# Commitment Schemes

**Module 09a** | Commitments and Sigma Protocols

*The cryptographic sealed envelope: bind yourself to a value without revealing it.*

> **Motivating question:** Alice and Bob want to play "odds and evens" over the internet. Each picks a number (say 0 or 1). If the sum is even, Alice wins; if odd, Bob wins. But here's the problem: if Alice announces first, Bob sees her choice and picks accordingly. If Bob goes first, Alice cheats the same way. **Can they play fairly WITHOUT a trusted third party?**

By the end of this notebook, you'll have a complete answer — and you'll see that the tool behind it, the *commitment scheme*, is one of the most fundamental primitives in modern cryptography.

## Objectives

By the end of this notebook you will be able to:

1. Explain the **sealed-envelope analogy** and the two phases of a commitment (commit, reveal)
2. State the two security properties — **hiding** and **binding** — and explain why they matter
3. Implement a **hash-based commitment scheme** in SageMath
4. Understand the **fundamental duality**: why you cannot have *both* perfect hiding and perfect binding
5. Apply commitments to solve fair coin-flipping and other protocols

## Prerequisites

You should have completed **Modules 01–08** (modular arithmetic through pairings). This notebook requires:
- Comfort with hash functions (conceptually)
- Basic familiarity with SageMath / Python syntax

> **Bridge from earlier modules:** In Modules 01–08, we built encryption (AES, RSA), key exchange (Diffie–Hellman, ECDH), and digital signatures (ECDSA). These primitives protect *confidentiality* and *authenticity*. Commitments are a **different kind of primitive** — they don't encrypt a message or prove who sent it. Instead, they let you **bind yourself to a value without revealing it**. This seemingly simple idea unlocks an entirely new world: zero-knowledge proofs, fair protocols, and verifiable computation.

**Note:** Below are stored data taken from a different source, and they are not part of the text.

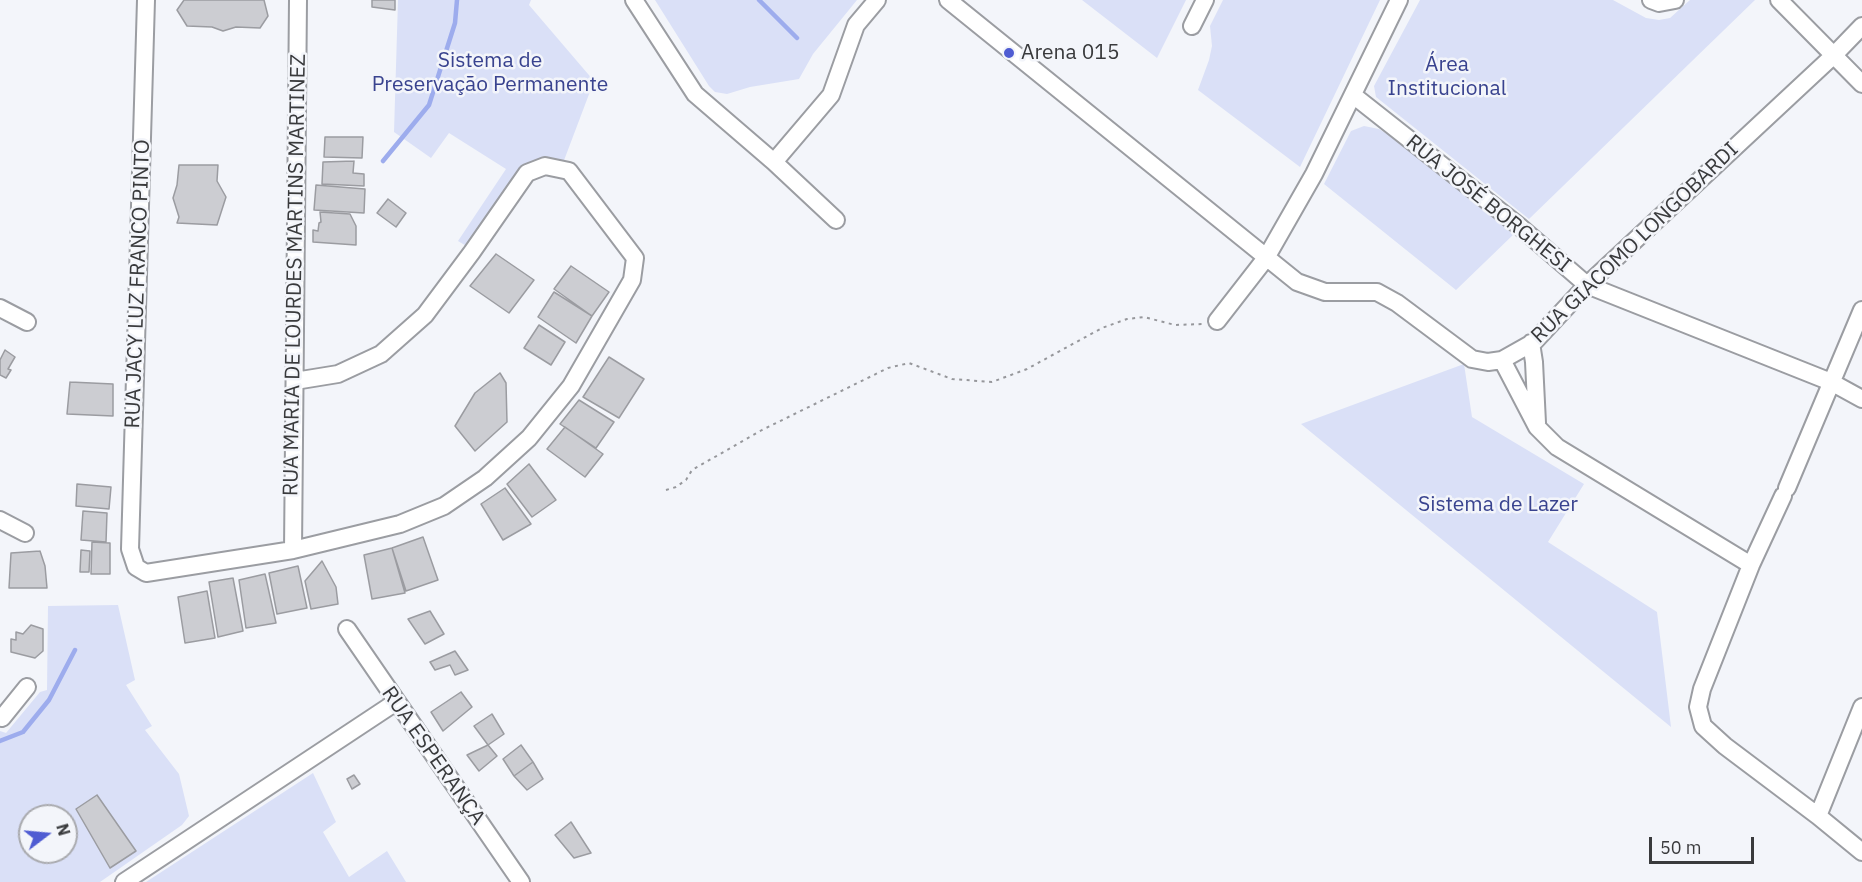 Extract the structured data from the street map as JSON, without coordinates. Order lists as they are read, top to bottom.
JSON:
{
  "streets": {
    "street": [
      "RUA JOSÉ BORGHESI",
      "RUA GIACOMO LONGOBARDI",
      "RUA MARIA DE LOURDES MARTINS MARTINEZ",
      "RUA JACY LUZ FRANCO PINTO",
      "RUA ESPERANÇA"
    ]
  },
  "crossings": [
    ["RUA JOSÉ BORGHESI", "RUA GIACOMO LONGOBARDI"],
    ["RUA MARIA DE LOURDES MARTINS MARTINEZ", "RUA JACY LUZ FRANCO PINTO"]
  ],
  "parks": ["Sistema de Preservação Permanente", "Área Institucional", "Sistema de Lazer"],
  "places": ["Arena 015"],
  "scale_bar": "50 m",
  "north": "right"
} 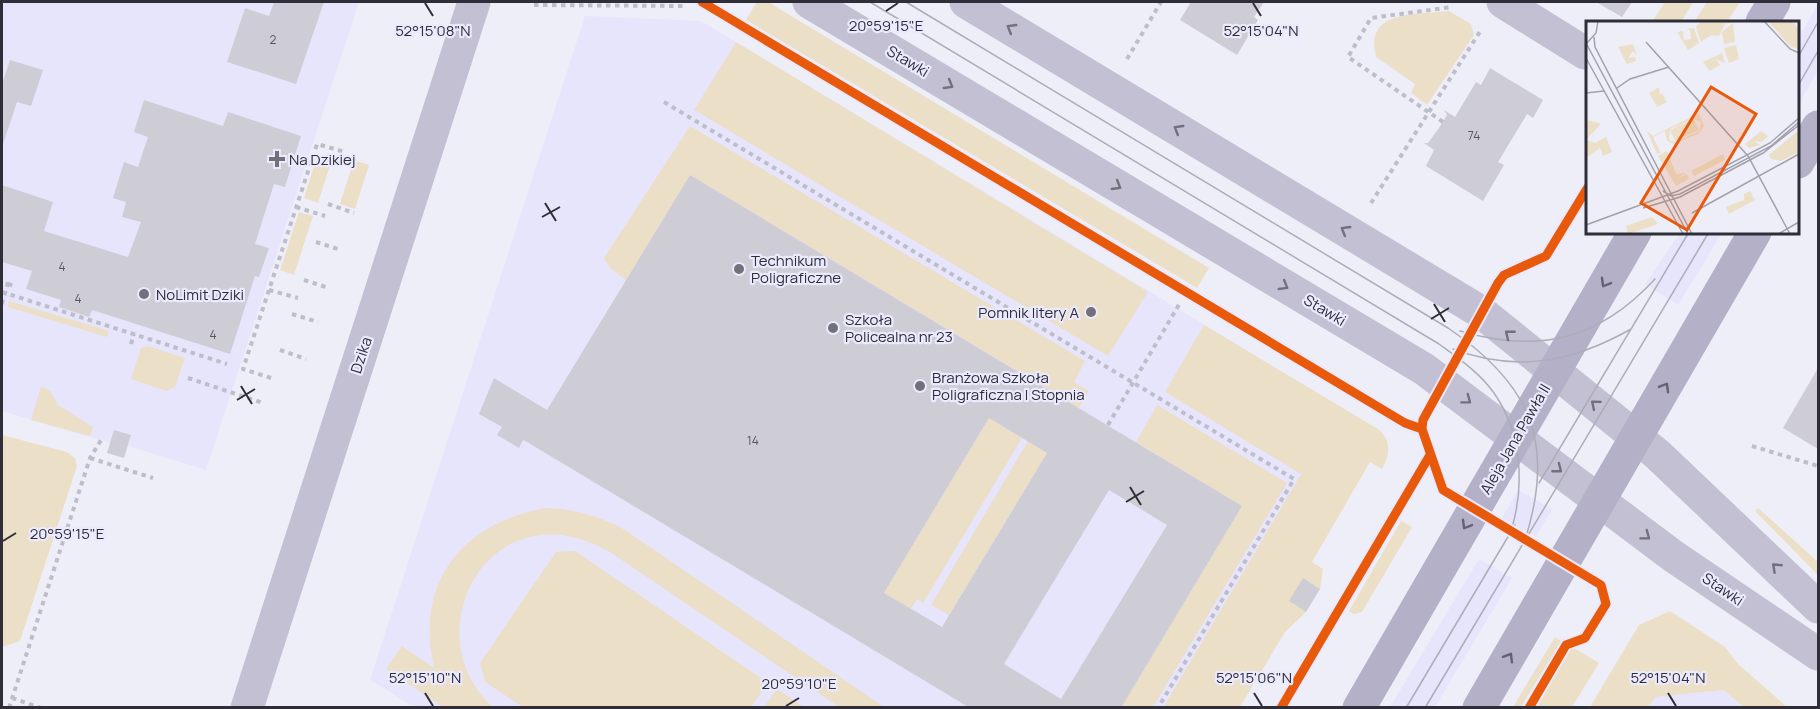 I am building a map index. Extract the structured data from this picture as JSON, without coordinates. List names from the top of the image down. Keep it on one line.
{"streets":{"main road":["Aleja Jana Pawła II"],"street":["Stawki","Dzika"]},"crossings":[["Stawki","Aleja Jana Pawła II"]],"places":{"health":["Na Dzikiej"],"other":["Technikum Poligraficzne","NoLimit Dziki","Pomnik litery A","Szkoła Policealna nr 23","Branżowa Szkoła Poligraficzna I Stopnia"]},"house_numbers":["2","74","4","4","4","14"],"coordinates":["20°59'15\"E","52°15'04\"N","52°15'08\"N","52°15'10\"N","52°15'06\"N","20°59'10\"E"]} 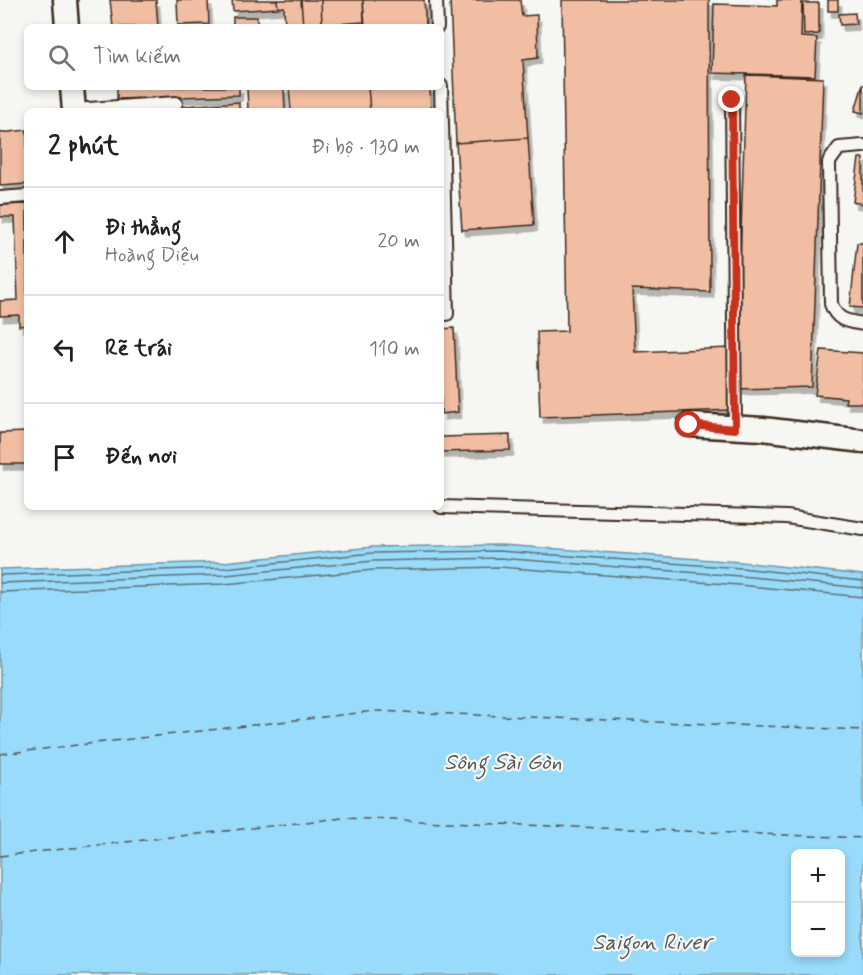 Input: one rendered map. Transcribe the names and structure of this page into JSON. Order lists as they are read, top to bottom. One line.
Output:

## The Sealed Envelope Analogy

A commitment scheme is the digital version of a **sealed envelope**:

| Physical World | Cryptographic World |
|---|---|
| Write message on paper | Choose message $m$ |
| Seal it in an opaque envelope | Compute commitment $C = \text{Commit}(m, r)$ |
| Hand the sealed envelope to a friend | Send $C$ to the verifier |
| Later: open the envelope to reveal the message | Reveal $m$ and $r$; verifier checks $C \stackrel{?}{=} \text{Commit}(m, r)$ |

Two phases:
1. **Commit phase:** The committer locks in a value and sends the commitment. The value is hidden.
2. **Reveal phase (opening):** The committer reveals the original value and any randomness. The verifier checks consistency.

The scheme must satisfy two security properties:
- **Hiding:** The sealed envelope is *opaque* — seeing $C$ reveals nothing about $m$
- **Binding:** The sealed envelope is *tamper-proof* — the committer cannot open it to a different message $m' \neq m$

## Hash-Based Commitment

The simplest commitment scheme uses a cryptographic hash function:

$$C = H(m \,\|\, r)$$

where $m$ is the message and $r$ is a random nonce (the "randomness" or "blinding factor").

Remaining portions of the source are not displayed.